A Filigree Rebel with a Reverence for the Past
Thinking back to what made me good at filigree, I’ve probably proven my own theory that that the rise and fall of certain technologies is related to the economic constraints of a particular time and culture…except that it didn’t always.
Long long ago (”in a galaxy far far away”…almost 35 years ago!) I was a student who quickly turned into a pro because I wanted to spend all my time making studio jewelry and art objects. It was so costly that I quickly had to get good enough to sell my work and save myself from yet more crappy part-time jobs. Back then, I had two main loves: Eastern repoussé and Russian Filigree. Repoussé required sheet, which had more mass. Filigree required lightweight, fine wire.
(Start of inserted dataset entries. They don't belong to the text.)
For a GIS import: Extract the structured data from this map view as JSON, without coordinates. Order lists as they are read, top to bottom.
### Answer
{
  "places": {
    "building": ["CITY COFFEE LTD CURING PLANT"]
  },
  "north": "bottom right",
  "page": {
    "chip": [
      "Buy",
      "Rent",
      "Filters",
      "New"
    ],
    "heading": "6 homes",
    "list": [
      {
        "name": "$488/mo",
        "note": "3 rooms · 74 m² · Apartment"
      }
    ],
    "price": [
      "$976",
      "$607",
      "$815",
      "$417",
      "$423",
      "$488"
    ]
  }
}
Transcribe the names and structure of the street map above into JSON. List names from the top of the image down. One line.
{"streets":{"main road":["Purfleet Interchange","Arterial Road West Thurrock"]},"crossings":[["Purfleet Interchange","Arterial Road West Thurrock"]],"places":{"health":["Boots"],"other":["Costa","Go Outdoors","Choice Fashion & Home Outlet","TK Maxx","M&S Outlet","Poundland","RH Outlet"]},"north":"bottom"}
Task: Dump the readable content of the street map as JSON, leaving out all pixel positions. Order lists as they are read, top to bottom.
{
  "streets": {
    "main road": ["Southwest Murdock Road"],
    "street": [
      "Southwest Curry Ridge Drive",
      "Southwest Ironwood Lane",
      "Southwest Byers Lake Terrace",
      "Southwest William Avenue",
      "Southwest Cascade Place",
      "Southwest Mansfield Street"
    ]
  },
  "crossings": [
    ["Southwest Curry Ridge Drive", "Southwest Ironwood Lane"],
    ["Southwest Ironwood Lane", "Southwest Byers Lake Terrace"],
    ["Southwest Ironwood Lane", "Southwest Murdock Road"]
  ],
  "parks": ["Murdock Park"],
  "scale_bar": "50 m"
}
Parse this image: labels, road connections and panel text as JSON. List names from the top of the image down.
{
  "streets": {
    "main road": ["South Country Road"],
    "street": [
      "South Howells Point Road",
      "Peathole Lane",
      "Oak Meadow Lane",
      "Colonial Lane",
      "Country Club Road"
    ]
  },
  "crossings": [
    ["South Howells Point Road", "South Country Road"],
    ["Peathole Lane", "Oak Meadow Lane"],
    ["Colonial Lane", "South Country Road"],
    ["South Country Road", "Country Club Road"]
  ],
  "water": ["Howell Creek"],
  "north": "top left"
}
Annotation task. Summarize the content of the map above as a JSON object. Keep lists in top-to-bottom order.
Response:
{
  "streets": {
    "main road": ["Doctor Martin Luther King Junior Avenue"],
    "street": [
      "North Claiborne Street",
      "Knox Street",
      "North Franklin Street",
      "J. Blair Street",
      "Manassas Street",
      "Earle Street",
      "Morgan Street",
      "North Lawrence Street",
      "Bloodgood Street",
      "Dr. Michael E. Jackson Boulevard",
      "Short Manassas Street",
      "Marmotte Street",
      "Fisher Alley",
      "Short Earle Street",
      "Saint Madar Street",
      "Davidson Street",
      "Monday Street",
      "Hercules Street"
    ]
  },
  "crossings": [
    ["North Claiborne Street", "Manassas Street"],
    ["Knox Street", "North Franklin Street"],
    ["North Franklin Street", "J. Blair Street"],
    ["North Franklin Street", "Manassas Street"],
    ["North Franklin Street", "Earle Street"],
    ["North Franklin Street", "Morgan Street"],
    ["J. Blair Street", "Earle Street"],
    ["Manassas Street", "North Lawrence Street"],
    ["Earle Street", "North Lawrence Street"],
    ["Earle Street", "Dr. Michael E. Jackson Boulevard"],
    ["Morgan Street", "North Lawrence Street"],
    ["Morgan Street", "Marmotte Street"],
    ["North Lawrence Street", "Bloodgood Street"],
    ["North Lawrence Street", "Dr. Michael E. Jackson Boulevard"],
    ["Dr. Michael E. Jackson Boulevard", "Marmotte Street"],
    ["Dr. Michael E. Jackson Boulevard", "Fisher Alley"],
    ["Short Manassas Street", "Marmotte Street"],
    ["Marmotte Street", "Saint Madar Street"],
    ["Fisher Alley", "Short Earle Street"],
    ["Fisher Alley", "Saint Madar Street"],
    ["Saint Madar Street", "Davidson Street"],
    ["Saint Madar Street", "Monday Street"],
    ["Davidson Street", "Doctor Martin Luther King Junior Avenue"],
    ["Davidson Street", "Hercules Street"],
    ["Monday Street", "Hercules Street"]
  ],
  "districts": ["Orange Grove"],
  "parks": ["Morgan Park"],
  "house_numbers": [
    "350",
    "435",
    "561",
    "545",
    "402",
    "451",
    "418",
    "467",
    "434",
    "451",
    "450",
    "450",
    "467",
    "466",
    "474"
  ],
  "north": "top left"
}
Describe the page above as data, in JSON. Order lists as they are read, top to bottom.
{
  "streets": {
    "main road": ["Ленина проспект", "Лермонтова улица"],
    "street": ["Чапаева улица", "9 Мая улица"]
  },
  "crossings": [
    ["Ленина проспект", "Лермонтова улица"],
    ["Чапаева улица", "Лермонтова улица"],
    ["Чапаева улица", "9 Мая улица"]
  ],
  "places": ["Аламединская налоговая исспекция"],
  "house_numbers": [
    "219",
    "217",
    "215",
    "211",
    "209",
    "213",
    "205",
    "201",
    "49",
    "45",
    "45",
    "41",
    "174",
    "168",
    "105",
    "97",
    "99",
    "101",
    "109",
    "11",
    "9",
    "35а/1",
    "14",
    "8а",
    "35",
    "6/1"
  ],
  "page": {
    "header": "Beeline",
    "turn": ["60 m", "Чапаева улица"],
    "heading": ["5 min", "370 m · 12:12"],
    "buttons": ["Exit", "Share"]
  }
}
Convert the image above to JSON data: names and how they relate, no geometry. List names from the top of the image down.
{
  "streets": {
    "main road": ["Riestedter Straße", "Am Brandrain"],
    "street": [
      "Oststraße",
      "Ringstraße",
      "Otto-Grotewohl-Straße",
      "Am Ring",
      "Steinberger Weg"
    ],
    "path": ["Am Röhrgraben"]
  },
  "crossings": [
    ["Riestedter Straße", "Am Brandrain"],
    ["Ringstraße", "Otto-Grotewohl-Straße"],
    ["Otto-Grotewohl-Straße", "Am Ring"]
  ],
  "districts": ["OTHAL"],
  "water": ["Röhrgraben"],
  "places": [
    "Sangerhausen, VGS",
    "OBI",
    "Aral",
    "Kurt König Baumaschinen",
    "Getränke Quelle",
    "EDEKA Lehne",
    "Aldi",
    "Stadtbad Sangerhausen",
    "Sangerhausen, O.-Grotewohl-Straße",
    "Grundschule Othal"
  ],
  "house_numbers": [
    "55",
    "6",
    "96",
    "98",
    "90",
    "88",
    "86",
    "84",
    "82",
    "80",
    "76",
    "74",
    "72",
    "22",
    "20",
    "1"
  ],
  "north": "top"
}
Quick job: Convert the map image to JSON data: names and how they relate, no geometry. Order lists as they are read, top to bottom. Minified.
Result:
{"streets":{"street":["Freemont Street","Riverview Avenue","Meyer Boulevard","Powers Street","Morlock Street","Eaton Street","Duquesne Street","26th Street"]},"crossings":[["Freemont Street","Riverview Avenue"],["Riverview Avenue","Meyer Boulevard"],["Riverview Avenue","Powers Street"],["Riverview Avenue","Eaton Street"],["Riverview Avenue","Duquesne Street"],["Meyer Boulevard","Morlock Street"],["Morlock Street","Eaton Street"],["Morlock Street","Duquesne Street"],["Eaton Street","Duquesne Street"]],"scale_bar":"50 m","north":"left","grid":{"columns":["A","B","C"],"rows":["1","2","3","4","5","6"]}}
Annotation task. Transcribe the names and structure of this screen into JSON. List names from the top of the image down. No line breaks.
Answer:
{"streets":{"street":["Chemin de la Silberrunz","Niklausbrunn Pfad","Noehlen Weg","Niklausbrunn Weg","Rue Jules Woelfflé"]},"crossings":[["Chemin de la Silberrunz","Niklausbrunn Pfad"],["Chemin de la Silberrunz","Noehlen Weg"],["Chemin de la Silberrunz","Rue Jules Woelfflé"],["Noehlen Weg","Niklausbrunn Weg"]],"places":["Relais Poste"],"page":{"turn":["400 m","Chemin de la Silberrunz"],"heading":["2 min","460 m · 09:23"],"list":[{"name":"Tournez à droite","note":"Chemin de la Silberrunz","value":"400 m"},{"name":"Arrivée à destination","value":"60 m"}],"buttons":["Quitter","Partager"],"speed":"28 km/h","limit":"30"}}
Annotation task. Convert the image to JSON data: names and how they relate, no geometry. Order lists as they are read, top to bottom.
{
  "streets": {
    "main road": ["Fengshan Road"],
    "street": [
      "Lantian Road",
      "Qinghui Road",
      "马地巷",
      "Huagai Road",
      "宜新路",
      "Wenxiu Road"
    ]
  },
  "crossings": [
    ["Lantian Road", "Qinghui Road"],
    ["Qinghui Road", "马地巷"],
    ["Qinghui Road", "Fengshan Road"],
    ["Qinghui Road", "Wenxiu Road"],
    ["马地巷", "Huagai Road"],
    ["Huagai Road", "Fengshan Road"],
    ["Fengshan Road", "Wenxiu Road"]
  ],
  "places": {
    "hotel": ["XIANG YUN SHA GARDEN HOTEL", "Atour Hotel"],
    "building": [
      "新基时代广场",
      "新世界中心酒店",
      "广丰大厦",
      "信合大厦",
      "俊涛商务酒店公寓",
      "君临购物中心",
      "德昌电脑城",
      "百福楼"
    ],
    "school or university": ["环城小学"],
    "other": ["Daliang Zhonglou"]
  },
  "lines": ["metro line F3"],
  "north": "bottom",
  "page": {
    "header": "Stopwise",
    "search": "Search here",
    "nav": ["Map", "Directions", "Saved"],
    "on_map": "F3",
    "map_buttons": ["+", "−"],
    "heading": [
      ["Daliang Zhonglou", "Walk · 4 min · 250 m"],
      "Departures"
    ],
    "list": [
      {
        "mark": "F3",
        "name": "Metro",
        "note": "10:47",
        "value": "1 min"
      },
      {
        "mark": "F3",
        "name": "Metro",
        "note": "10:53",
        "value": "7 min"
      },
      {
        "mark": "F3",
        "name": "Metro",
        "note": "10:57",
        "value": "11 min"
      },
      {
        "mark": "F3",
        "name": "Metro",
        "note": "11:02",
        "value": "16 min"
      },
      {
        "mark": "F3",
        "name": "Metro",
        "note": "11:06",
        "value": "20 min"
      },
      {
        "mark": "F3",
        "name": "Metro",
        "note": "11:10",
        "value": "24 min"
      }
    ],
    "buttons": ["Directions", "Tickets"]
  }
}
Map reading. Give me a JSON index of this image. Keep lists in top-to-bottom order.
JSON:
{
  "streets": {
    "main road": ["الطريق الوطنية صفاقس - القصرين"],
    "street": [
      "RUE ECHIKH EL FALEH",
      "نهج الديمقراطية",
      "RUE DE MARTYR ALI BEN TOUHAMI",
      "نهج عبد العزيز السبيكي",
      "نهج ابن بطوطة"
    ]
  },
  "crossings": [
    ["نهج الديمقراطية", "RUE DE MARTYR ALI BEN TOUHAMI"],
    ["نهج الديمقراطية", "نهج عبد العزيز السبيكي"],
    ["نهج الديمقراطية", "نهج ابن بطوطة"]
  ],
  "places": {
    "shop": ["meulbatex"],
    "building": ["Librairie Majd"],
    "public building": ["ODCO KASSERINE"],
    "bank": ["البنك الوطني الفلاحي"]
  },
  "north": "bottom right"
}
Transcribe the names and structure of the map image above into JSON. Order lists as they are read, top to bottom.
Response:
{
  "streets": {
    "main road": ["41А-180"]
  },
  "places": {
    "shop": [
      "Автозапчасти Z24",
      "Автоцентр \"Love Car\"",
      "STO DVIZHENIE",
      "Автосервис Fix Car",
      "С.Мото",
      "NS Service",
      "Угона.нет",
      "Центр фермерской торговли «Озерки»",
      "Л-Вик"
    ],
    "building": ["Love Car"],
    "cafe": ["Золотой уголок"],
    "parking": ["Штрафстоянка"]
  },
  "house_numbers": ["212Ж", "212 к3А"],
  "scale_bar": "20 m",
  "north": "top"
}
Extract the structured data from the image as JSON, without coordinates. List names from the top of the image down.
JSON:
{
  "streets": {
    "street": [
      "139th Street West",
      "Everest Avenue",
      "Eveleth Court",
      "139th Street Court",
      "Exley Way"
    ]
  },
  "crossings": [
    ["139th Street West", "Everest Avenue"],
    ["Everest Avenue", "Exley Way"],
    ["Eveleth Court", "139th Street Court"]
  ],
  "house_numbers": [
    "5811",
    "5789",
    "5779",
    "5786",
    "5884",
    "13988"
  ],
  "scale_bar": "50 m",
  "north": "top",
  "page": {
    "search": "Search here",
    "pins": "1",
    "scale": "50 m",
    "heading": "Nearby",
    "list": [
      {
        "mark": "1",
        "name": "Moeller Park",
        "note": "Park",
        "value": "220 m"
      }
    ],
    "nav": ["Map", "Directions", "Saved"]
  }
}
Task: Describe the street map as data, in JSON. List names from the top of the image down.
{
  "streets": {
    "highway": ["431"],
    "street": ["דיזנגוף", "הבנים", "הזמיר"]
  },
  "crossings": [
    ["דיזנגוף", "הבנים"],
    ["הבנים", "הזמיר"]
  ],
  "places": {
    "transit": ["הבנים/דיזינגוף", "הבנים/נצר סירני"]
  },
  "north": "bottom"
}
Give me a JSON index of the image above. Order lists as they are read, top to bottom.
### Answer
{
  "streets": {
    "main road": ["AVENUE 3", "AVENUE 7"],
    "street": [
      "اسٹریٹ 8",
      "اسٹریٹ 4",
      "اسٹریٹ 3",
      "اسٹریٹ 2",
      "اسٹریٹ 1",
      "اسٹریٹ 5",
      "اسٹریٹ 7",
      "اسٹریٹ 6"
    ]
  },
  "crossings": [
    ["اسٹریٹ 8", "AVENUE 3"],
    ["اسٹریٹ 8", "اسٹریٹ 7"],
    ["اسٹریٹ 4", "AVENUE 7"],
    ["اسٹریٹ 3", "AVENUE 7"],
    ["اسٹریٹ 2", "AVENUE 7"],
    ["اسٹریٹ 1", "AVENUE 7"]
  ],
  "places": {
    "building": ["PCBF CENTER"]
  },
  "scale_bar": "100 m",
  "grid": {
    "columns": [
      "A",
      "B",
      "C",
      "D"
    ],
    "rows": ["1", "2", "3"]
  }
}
No one was interested in buying anything in copper back then. It was considered “student grade” metal like the cheaper student grade paints at the art supply store. This was before Martha Stewart’s shiny, pink bottomed pans were on TV and before the Arts & Crafts revival in the mid nineties made people appreciate copper again.
Nowadays, the jewelry industry is simply profit driven. (Not jewelry artists or studio jewelers! Alas, we’re not much different than my college self, eek out a living.) Less metal + cheaper labor in Asia = higher profit margin for those at the top who don’t know a jeweler’s saw from a torch. Once upon a time, however, filigree, granulation, and other jewelry with tiny curves of wire were infinitely more costly in labor than cast or repoussé work. It wasn’t just the time it took to make it beautifully intricate jewelry. All non ferrous metal had to be pounded into flat sheet first. Wire was created by “strip twisting,” cutting (or punching) narrow strips of this flattened metal and twisting them tightly until they finally became round. This wire could then be twisted together with a second strand and used as was or beaten flat with a hammer. Rolling mills may look like simple technology, but exquisite metalsmithing was done without their invention for thousands of years.
In my college days, silver was a painful $3.35 troy oz. That meant that a piece of sterling sheet big enough to do a repousse pendant cost a whopping $5!!! Yeah, those were the days. Of course, back then, what I could sell a one of a kind, repoussé pendant for was not much more money. Silver wire was not so expensive, especially after I discovered the scrap box at my local Swest store (RIP, Swest!). Every time some of their wire stock became inadvertently tangled, mangled, or bent, they threw it in the box and sold it at scrap price.
Yep, always a rebel with a reverence for the past!
The combo of cheaper but high grade materials + my obsession with wanting to make stuff all the time, meant I gained wire-working skills super fast. My passion for art of the past + my innate need to incorporate my own vision into the mix meant that I didn’t do things quite the way I was taught. I wanted the curves to have more life, more spontaneity without losing their gracefulness, so I ventured into creating long, compound curves in asymmetric designs alongside the traditional spirals.
Silver wire costing less than sheet may have been the impetus for why I got better at filigree first, but what really made me good at it was making tons of it..and the early pieces were far from perfect. In fact, some of them were quite cringe worthy! As discussed this week when I was a guest on Tool Tip Tuesdays with Little Metal Foxes, doing things right doesn’t teach you much. Doing things wrong teaches you tons of important things!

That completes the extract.